I'm not looking for the volume - I want the generic formula to plot a
three dimensional rectangular solid in Cartesian space.

I'm no expert, but I don't think you can do this easily. If you could
cut off each of the twelve lines for the edges at the vertices, it
could be done - but I suspect that you cannot cut off a line in
Grapher.

Barring that, you could solve for the 8 vertices, but you'll still
have to arrange them in the correct order as a point set (including
duplicating some of the values for proper connection of the vertices).

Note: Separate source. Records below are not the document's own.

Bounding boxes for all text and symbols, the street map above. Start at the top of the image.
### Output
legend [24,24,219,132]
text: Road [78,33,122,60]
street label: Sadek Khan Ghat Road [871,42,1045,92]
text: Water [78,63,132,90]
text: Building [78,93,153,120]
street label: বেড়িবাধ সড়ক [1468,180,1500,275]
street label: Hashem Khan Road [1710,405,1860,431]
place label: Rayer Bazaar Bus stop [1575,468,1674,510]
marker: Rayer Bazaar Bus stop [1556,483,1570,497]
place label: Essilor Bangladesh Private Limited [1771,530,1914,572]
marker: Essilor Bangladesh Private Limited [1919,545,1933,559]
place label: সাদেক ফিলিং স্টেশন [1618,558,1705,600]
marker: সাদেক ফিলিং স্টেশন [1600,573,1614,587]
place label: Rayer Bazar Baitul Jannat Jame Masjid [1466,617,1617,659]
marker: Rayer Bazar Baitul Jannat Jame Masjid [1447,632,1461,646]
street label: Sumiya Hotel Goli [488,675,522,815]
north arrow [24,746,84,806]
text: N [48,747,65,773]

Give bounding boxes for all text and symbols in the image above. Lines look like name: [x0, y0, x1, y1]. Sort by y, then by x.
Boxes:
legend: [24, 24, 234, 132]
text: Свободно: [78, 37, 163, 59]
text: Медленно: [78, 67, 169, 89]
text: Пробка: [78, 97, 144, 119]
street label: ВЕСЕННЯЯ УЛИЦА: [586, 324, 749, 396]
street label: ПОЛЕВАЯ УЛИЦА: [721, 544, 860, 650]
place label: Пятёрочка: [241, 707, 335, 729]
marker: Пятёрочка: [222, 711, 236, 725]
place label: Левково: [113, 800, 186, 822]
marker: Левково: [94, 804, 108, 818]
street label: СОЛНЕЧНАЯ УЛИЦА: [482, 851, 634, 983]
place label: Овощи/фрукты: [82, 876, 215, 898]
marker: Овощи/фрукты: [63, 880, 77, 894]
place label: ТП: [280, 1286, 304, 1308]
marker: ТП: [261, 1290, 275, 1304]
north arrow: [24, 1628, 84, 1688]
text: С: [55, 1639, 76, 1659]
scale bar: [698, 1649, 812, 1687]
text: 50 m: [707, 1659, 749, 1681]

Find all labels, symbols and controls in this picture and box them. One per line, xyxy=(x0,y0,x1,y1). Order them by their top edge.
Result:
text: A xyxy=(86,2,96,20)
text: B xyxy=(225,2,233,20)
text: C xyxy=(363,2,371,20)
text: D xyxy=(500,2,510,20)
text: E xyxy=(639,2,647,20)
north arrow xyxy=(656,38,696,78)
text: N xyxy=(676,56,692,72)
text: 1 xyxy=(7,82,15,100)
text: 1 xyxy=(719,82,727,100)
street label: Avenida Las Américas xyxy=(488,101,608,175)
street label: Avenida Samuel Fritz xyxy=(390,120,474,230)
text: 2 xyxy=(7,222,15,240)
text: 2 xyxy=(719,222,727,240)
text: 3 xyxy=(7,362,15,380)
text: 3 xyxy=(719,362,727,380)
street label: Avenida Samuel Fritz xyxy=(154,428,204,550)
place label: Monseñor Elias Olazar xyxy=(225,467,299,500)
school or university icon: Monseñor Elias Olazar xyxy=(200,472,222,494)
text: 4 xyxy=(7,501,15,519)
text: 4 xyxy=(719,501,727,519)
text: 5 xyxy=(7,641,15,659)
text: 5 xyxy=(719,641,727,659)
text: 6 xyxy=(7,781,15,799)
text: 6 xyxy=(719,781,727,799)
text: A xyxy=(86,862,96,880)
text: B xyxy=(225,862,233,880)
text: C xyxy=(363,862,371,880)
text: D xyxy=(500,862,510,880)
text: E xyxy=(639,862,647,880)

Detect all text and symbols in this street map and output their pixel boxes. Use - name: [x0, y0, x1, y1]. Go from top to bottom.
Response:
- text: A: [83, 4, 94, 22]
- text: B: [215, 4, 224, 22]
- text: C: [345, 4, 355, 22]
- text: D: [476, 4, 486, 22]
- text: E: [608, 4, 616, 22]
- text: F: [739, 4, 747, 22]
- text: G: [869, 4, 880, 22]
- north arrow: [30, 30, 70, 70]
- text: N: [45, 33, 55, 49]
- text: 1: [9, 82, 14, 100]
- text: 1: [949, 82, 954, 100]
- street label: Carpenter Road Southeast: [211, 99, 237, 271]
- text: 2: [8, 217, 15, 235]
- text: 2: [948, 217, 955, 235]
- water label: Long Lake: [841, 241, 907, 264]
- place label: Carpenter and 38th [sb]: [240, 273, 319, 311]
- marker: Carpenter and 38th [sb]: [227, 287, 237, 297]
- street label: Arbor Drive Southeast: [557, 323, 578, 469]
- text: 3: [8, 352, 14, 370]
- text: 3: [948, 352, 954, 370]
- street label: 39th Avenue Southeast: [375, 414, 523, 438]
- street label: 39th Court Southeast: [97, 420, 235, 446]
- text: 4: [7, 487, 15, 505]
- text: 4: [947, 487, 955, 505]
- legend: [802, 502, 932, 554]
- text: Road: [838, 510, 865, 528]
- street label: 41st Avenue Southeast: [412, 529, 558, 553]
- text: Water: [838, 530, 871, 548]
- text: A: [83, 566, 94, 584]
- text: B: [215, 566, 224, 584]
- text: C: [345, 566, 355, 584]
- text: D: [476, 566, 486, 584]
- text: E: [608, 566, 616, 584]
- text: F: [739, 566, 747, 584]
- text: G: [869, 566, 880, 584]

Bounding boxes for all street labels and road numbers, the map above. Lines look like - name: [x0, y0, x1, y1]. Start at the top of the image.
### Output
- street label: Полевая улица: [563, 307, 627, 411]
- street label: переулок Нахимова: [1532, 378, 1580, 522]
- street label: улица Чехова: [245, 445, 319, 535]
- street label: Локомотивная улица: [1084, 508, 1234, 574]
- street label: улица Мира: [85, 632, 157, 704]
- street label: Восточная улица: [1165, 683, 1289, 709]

Here is a simple example of drawing a rectangular solid once  you know
the 8 vertices and how to order them properly:

(Obviously, I choose a very easy rectangular solid; doing this
generically would take some work.)

You can generate a point set for this example by pasting the data
below into TextEdit and saving the file. Then go to Grapher > Equation
> New Point Set. Click on the "Untitled Set," then on "Edit Points."
Chose the "Import" button below the default values and import the
TextEdit file. Then highlight the top  rows of default data (4 rows on
my computer) and choose the pull-down "Delete" menu and delete those
rows, leaving only the data you imported. Click "Okay," then choose
the 3D view. (If you wish, you can eliminate the default frame under
"Format" > "Axes and Frame.")

Below are the 17 sample coordinates (8 vertices, with 9 repeats) to
paste into TextEdit:

0,0,0
5,0,0
5,10,0
0,10,0
0,0,0
0,0,8
5,0,8
5,0,0
5,0,8
5,10,8
5,10,0
5,10,8
0,10,8
0,10,0
0,10,8
0,0,8
0,0,0

I'm not sure this is what you want, but here it is. We describe
conditions on A, B, C, D, E, F, G, H in order that they form the
coordinates of a rectangular solid. The first two points A and B are
arbitrary. Let v be the vector from C to B. Then v is perpendicular to
the vector from A to B. So v dot (B - A) = 0. So
v1*(b1-a)+v2*(b2-a2)+v3*(b3-a3)=0. This gives one condition on the
three numbers v1,v2,v3. Pick two of them as you choose and solve for
the third using this equation. Then C=B+v. Also D=A+v. Let w be the
vector from A to E (the point "directly above" A). Then w is an
arbitrary scalar multiple of the cross product of B-A and D-A. The
rest are obtained by adding w to B, C, and D. So F=B+w, G=C+w, H=D+w.

Hope tis helps.